La dernière fois que j'avais vu Hélène, c'était à Paris, il y a douze
jours exactement, et nous avions fait l'amour ensemble pour la première fois.
Depuis, je ne l'avais plus revue. Nous nous étions ratés un soir peu avant mon départ dans une
brasserie où elle m'avait donné rendez-vous, ou plutôt je n'avais pas pu
me résoudre à franchir les quelques mètres qui me séparaient d'elle, car
j'étais arrivé très en avance dans la barsserie ce soir-là et lorsqu'elle
arriva elle-même, je ne bougeai pas, je ne sais pas pourquoi, je demeurai
assis sur la banquette que j'occupais dans le fond de la salle.
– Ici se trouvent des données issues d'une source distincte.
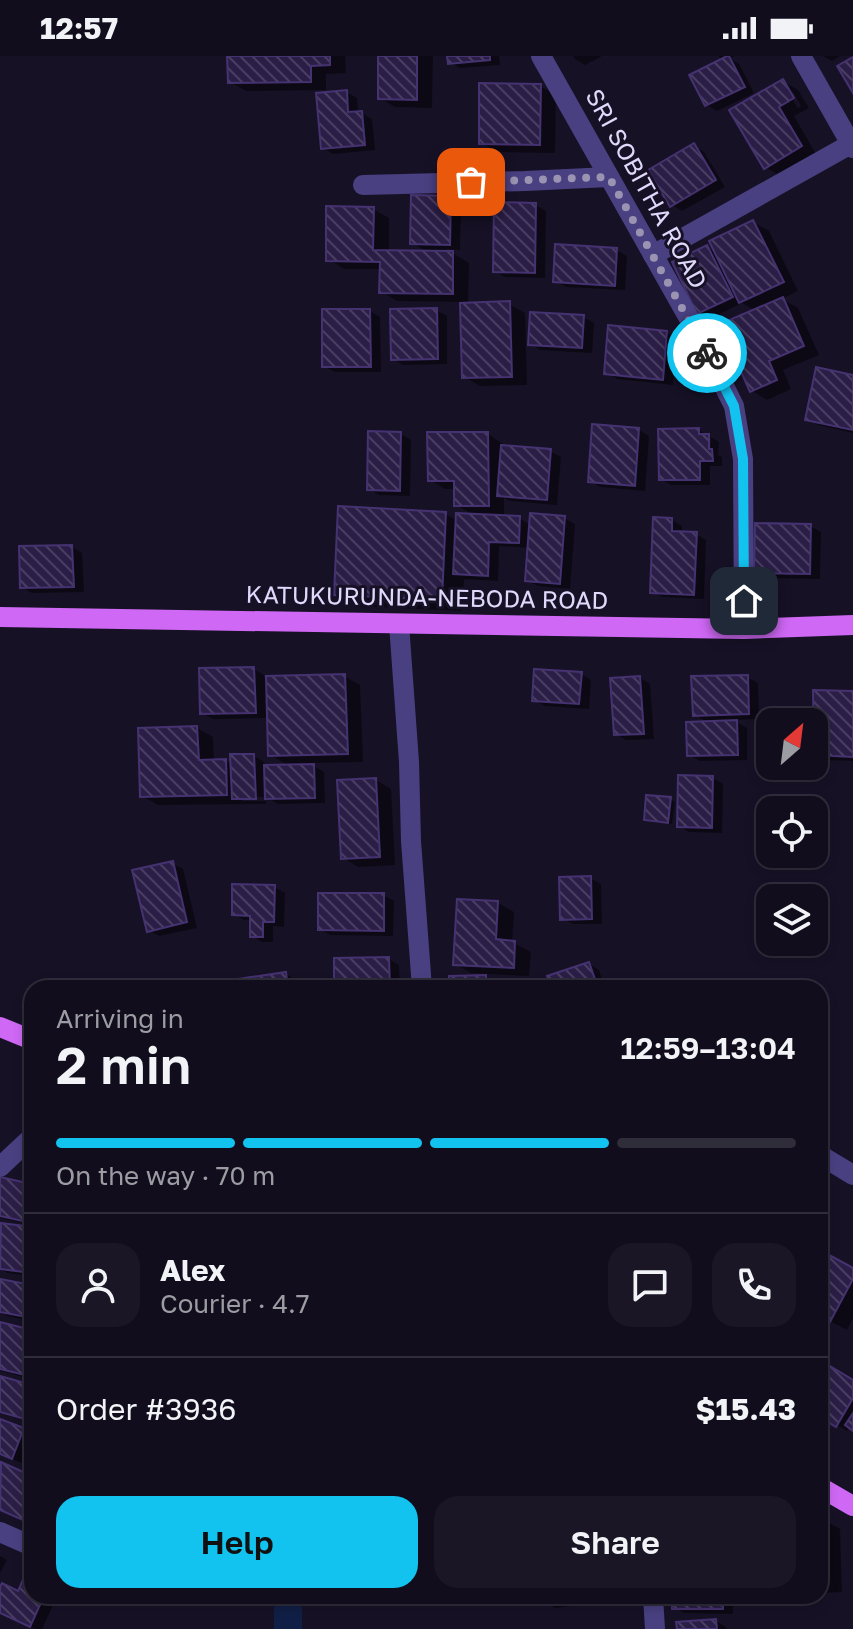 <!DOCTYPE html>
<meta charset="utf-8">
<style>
:root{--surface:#110d1c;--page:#1a1625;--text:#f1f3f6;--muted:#9c9ca3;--line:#302d3b;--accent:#12c2ef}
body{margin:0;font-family:"Golos Text",sans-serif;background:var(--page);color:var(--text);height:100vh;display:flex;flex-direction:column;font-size:30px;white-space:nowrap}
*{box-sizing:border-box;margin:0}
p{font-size:26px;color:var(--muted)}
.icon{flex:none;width:44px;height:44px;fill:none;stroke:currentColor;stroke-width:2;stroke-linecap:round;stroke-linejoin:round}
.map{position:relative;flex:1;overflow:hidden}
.side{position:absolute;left:24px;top:924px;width:804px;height:624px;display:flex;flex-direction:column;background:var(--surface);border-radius:24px;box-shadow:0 4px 12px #0003,0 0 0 2px var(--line)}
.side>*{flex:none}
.needle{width:52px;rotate:28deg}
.controls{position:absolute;left:756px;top:652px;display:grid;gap:16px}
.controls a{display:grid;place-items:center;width:72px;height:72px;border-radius:16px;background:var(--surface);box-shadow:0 4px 12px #0003,0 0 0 2px var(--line);font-size:40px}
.pin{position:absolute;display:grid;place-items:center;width:68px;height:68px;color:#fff;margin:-34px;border-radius:16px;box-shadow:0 4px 12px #0006}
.courier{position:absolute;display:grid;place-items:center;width:80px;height:80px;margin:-40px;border:6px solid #12c2ef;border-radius:50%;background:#fff;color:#222;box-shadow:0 2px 10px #0007}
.overview em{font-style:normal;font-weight:600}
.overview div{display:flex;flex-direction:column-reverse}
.overview{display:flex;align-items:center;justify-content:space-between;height:136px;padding:0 32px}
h1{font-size:52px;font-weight:600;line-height:60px}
.bar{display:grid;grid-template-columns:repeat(4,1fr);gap:12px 8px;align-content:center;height:96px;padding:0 32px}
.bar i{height:10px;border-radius:6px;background:var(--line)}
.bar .current{background:var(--accent)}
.bar p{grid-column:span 4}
.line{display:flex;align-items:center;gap:20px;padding:0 32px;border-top:2px solid var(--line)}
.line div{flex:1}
.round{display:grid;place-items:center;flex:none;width:84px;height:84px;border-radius:24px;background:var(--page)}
.button{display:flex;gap:16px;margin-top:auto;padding:16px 32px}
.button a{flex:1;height:92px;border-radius:24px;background:var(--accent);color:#111;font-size:32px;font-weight:600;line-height:92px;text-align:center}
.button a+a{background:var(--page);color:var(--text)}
.status{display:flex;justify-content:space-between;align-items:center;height:56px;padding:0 40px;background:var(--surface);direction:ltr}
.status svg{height:22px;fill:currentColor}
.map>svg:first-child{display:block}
</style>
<div class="status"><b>12:57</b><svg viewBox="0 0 49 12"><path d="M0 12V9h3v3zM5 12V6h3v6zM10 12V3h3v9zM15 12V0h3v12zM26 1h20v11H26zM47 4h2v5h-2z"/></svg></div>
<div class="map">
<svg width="853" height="1573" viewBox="0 0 853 1573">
<defs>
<pattern id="building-back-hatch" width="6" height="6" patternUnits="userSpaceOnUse" patternTransform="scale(2)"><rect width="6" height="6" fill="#2b1e46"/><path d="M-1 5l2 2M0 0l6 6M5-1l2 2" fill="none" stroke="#493e62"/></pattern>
</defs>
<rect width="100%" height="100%" fill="#171126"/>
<g fill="#0007" fill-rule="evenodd">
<path d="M 229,0 L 345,0 L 346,17 L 326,18 L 326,34 L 246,35 L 230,26 Z"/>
<path d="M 380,0 L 433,0 L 432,52 L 395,51 L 380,42 Z"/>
<path d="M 449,0 L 499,0 L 500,9 L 460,12 L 450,6 Z"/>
<path d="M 573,0 L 602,0 L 585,9 L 575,3 Z"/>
<path d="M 718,0 L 735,0 L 730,2 L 739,8 L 754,37 L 717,55 L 707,49 L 724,4 Z"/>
<path d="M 823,0 L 840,0 L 832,5 Z"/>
<path d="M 783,25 L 798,34 L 809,52 L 794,60 L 817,100 L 781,120 L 765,111 ZM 788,36 L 793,36 L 801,50 L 798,52 Z"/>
<path d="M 540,30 L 556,39 L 555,97 L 496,96 L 481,86 Z"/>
<path d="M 346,36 L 357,42 L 358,57 L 362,57 L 372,63 L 375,94 L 333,98 L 323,92 Z"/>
<path d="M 694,90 L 704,96 L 725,131 L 682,155 L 672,149 Z"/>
<path d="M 450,142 L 461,148 L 460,194 L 446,193 L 469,207 L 468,248 L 509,248 L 525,257 L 527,329 L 480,330 L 464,321 L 462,246 L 397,245 L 381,235 L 382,213 L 344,213 L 328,203 L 373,153 L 389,162 L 389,196 L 429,197 L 412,187 Z"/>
<path d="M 535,149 L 546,155 L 545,222 L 505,221 L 495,215 Z"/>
<path d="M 753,166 L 769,175 L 798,235 L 782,243 L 798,252 L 819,299 L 783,314 L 791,333 L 767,344 L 751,334 L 756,255 L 742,247 L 709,263 L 698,257 L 707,191 L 716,197 Z"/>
<path d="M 616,194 L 627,200 L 625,234 L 566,231 L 555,225 Z"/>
<path d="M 436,254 L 447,260 L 447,308 L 403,309 L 393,303 Z"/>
<path d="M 370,255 L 380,261 L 381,316 L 335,316 L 324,310 Z"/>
<path d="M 583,261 L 594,267 L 592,297 L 540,294 L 530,287 Z"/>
<path d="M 667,277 L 677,283 L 673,329 L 617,323 L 606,317 Z"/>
<path d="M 853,321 L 853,377 L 818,369 L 807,363 Z"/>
<path d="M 639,374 L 649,380 L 645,435 L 600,431 L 590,425 Z"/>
<path d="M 699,374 L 719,386 L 718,399 L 722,401 L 722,410 L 710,410 L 710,429 L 671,429 L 660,423 ZM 707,382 L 711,382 L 710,403 Z"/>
<path d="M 401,378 L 411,384 L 410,440 L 379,439 L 369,433 Z"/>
<path d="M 488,378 L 503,388 L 503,391 L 550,395 L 561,401 L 557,449 L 510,445 L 504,442 L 504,462 L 519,462 L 532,470 L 564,462 L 575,468 L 570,533 L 538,530 L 527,524 L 530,492 L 499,490 L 498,525 L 464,523 L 462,555 L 356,550 L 336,538 L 445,458 L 458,465 L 476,460 L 456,449 L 456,433 L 445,433 L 430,424 Z"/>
<path d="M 672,464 L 682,470 L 682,478 L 696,478 L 706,484 L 704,543 L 662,541 L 652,535 Z"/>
<path d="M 810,470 L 821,476 L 820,523 L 766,522 L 756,516 Z"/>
<path d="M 72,491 L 82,497 L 84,536 L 32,537 L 22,531 Z"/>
<path d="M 253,613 L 264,619 L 264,622 L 344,620 L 360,629 L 363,706 L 309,707 L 324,716 L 325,747 L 278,748 L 266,741 L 242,741 L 242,745 L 266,745 L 266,748 L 158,749 L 142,740 L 197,672 L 213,681 L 214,705 L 226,705 L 233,709 L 254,700 L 264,706 L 265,711 L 291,711 L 270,699 L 269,662 L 213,663 L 202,657 Z"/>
<path d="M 581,618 L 591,624 L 589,653 L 545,650 L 534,644 Z"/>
<path d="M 747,621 L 758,627 L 759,663 L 733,664 L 747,672 L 747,704 L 700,705 L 689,699 L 709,667 L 695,659 Z"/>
<path d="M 640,622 L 650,628 L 654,683 L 626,684 L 616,678 Z"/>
<path d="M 853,637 L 853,705 L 824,704 L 814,699 Z"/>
<path d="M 713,722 L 723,728 L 722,777 L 689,776 L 679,770 Z"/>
<path d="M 376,724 L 391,733 L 395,809 L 358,811 L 342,801 Z"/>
<path d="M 670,743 L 675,746 L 672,768 L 651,766 L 646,763 Z"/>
<path d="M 172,807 L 183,813 L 197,872 L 159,880 L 148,874 Z"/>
<path d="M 590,822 L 601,828 L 602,868 L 573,868 L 562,862 Z"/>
<path d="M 274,831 L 285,837 L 284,871 L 273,870 L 273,886 L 262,886 L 252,880 L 252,864 L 244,864 L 234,858 Z"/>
<path d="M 383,839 L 394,845 L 393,880 L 330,879 L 320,873 Z"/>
<path d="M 498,847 L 514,856 L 512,886 L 531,896 L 529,920 L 471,917 L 455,908 Z"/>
<path d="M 389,903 L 399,909 L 400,932 L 336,932 Z"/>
<path d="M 589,908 L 599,914 L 605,932 L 553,932 Z"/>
<path d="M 286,918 L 296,924 L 297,932 L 234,932 Z"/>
<path d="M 486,921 L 496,927 L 496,932 L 451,932 Z"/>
<path d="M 0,1123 L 32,1130 L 32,1169 L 0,1162 Z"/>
<path d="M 820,1148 L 827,1153 L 820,1163 Z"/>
<path d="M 2,1169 L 32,1173 L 32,1220 L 7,1217 L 0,1213 Z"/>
<path d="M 820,1197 L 853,1214 L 853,1262 L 847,1274 L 820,1260 Z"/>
<path d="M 32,1231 L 32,1265 L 7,1260 L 0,1256 L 0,1236 Z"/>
<path d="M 0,1268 L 32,1276 L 32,1323 L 0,1315 Z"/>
<path d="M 820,1306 L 853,1326 L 853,1372 L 850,1370 L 847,1375 L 820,1359 Z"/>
<path d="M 0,1322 L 32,1331 L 32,1366 L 0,1357 Z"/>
<path d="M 0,1365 L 32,1380 L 22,1407 L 0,1398 Z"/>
<path d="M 820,1464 L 824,1464 L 840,1473 L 842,1536 L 820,1537 Z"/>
<path d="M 0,1500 L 7,1504 L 0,1517 Z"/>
<path d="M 32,1511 L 32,1540 L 57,1540 L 42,1573 L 36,1573 L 0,1556 L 0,1536 L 19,1537 Z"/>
<path d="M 544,1540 L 593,1540 L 594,1546 L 556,1552 L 545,1546 Z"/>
<path d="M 674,1540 L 733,1540 L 733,1558 L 684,1557 L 674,1551 Z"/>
<path d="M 716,1565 L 726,1571 L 726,1573 L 679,1573 Z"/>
</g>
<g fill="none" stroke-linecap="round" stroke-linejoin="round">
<path stroke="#101f46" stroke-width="28" d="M 286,1540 L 288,1552 L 288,1573"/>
</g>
<g fill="url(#building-back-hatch)" stroke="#453270" stroke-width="2">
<path d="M 227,0 L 330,0 L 330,9 L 311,10 L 311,26 L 228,27 Z"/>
<path d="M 378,0 L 417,0 L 417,44 L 378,43 Z"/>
<path d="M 447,0 L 490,0 L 490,4 L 448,8 Z"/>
<path d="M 727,0 L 729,0 L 745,31 L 705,50 L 689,19 Z"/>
<path d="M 853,1 L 853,37 L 837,10 Z"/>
<path d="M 783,23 L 794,42 L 779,51 L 802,90 L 764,113 L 729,54 Z"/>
<path d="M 479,27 L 541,28 L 540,89 L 479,88 Z"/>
<path d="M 347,34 L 348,56 L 362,55 L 365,89 L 321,93 L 316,37 Z"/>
<path d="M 694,87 L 716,124 L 670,151 L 648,114 Z"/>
<path d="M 411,139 L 451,140 L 450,189 L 410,188 Z"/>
<path d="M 494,146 L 536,147 L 535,217 L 493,216 Z"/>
<path d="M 326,150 L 374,151 L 373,194 L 453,195 L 453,238 L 379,237 L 380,206 L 326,205 Z"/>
<path d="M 753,164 L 784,226 L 739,247 L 709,185 Z"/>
<path d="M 555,188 L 617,192 L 615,230 L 553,226 Z"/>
<path d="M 707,189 L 733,241 L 697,258 L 672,206 Z"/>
<path d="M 783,241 L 804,290 L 769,305 L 777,324 L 750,336 L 720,268 Z"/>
<path d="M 510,245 L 512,321 L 462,322 L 460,247 Z"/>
<path d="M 437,252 L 438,303 L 391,304 L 390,253 Z"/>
<path d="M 322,253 L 370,253 L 371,311 L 322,311 Z"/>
<path d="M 530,256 L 584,259 L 582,292 L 528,289 Z"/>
<path d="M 608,269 L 667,275 L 663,324 L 604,318 Z"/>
<path d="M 816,311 L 853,319 L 853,374 L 805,364 Z"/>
<path d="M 592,368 L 639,372 L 635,430 L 588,426 Z"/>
<path d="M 699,372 L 699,378 L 709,378 L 709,393 L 712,393 L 713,405 L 700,405 L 700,424 L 659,424 L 658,373 Z"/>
<path d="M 368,375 L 401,376 L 400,435 L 367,434 Z"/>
<path d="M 427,376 L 488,376 L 489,450 L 454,450 L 454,425 L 428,425 Z"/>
<path d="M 501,389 L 551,393 L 547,444 L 497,440 Z"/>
<path d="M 338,450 L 446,456 L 442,544 L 334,539 Z"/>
<path d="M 456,457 L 520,460 L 519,487 L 489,486 L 488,520 L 453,518 Z"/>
<path d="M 530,457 L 565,460 L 560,528 L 525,525 Z"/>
<path d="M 653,461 L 672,462 L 672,475 L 697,476 L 694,539 L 650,537 Z"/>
<path d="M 755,467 L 811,468 L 810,518 L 754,517 Z"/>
<path d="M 72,489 L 74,531 L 20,532 L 19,490 Z"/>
<path d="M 254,611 L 256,657 L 200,658 L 199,612 Z"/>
<path d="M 534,613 L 582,616 L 579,648 L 532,645 Z"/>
<path d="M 345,618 L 348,698 L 268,700 L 266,620 Z"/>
<path d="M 748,619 L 749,658 L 693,660 L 691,620 Z"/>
<path d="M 640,620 L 644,678 L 614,679 L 610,622 Z"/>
<path d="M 813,634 L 853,635 L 853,701 L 814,699 Z"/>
<path d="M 737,664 L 738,699 L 687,700 L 686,666 Z"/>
<path d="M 197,670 L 199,704 L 226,703 L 227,739 L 140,741 L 138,672 Z"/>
<path d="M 230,698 L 254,698 L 256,743 L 232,743 Z"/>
<path d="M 314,708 L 315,742 L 265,743 L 264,709 Z"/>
<path d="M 678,719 L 713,720 L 712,772 L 677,771 Z"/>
<path d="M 376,722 L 380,801 L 341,803 L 337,724 Z"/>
<path d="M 646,739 L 671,741 L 668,767 L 644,764 Z"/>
<path d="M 173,805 L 187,866 L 147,876 L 132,814 Z"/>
<path d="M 591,820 L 592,863 L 560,864 L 559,821 Z"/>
<path d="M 232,828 L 275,829 L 274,866 L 263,866 L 263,881 L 250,881 L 250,860 L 232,859 Z"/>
<path d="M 318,837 L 384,837 L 384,875 L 318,874 Z"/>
<path d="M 457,843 L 498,845 L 496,883 L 515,885 L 514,912 L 453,909 Z"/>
<path d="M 389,901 L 390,932 L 334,932 L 334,902 Z"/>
<path d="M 589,906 L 598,932 L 551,932 L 547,920 Z"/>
<path d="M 286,916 L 288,932 L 232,932 L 231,924 Z"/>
<path d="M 486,919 L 486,932 L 449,932 L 449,920 Z"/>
<path d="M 538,923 L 539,932 L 502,932 L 502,926 Z"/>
<path d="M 0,1121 L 32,1128 L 32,1167 L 0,1160 Z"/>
<path d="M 1,1167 L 32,1171 L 32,1217 L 0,1213 Z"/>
<path d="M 820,1194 L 853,1212 L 853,1223 L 830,1266 L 820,1261 Z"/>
<path d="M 0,1223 L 32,1229 L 32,1262 L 0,1256 Z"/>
<path d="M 0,1266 L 32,1274 L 32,1308 L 29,1320 L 0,1313 Z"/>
<path d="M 820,1304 L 853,1324 L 853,1342 L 836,1371 L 820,1361 Z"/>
<path d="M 0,1320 L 32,1329 L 32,1365 L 0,1356 Z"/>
<path d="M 853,1357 L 853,1375 L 845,1369 Z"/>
<path d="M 0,1363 L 24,1372 L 12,1403 L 0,1398 Z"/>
<path d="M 1,1406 L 32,1420 L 32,1468 L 0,1454 Z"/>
<path d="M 820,1462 L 825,1462 L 827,1528 L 820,1528 Z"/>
<path d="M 30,1508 L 32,1508 L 32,1540 L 44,1540 L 30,1571 L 0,1557 L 0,1531 L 2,1527 L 18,1535 Z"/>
<path d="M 542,1540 L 584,1540 L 584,1541 L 543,1547 Z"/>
<rect x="672" y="1540" width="51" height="13"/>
<path d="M 716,1563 L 717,1573 L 677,1573 L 676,1566 Z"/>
</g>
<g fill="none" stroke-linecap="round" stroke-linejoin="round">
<g stroke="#494082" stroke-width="20">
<path d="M 541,0 L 700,282 L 734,350 L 743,403 L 744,573"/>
<path d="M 801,0 L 851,88 L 853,87"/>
<path d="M 363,129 L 525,125 L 609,121"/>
<path d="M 653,199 L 851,88 L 853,92"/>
<path d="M 399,568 L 409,706 L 411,785 L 422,932"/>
<path d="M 820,1099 L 853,1119"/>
<path d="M 0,1111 L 32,1081"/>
<path d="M 0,1476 L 32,1490"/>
<path d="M 653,1540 L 655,1573"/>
</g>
<g stroke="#cf68f5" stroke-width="20">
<path d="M 0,561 L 744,573 L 853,569"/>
<path d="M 0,971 L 32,984"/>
<path d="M 820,1431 L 853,1450"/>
</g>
</g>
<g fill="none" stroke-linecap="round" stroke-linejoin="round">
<path stroke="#9a93b1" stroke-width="8" stroke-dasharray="0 14.4" d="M 471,126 L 609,121 L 707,297"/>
<path stroke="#12c2ef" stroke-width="10" d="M 707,297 L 734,350 L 743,403 L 744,545"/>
</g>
<g text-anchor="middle" stroke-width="6" stroke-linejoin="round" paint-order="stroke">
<g font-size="24" fill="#e1d9fc" stroke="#171126">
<text transform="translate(646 133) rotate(61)" y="8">SRI SOBITHA ROAD</text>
<text transform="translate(427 542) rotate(1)" y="8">KATUKURUNDA-NEBODA ROAD</text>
</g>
</g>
</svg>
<div class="controls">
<a><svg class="needle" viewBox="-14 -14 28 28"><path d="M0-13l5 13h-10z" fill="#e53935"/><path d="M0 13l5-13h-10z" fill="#9c9ca3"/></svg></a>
<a><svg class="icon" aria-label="locate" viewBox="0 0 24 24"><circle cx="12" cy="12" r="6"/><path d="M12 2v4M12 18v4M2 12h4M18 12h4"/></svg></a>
<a><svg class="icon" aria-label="layers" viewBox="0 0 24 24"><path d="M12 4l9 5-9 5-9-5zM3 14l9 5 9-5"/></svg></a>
</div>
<div class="pin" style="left:471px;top:126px;background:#ea580c"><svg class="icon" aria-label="bag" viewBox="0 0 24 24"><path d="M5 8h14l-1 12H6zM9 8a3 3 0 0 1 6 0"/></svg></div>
<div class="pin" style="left:744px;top:545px;background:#1f2937"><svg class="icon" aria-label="home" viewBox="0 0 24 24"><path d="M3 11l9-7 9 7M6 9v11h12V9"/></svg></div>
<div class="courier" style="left:707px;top:297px"><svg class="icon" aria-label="bike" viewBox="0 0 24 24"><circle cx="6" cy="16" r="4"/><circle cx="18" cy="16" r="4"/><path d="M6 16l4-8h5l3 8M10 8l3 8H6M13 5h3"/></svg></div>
<section class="side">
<div class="overview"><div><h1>2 min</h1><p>Arriving in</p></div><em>12:59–13:04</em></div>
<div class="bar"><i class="current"></i><i class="current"></i><i class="current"></i><i></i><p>On the way · 70 m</p></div>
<div class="line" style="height:144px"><a class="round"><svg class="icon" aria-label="person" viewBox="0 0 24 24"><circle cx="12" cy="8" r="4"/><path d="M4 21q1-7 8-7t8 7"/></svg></a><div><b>Alex</b><p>Courier · 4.7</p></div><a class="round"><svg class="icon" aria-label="chat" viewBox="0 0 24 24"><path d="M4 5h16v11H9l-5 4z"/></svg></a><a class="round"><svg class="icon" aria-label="phone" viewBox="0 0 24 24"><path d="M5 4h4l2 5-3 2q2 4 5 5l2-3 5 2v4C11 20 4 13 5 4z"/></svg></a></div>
<div class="line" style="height:104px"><div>Order #3936</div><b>$15.43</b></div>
<div class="button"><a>Help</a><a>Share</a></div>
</section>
</div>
Elle jeta
un coup d'oeil alentour sans me voir et alla prendre place à une table près
de la baie vitrée. Elle était vêtue d'un chemisier blanc et d'une jupe verte
ample et légère, ses lèvres et ses yeux étaient légèrement maquillés et il
y avait quelque chose de radieux et de simple dans son visage qui me touchait.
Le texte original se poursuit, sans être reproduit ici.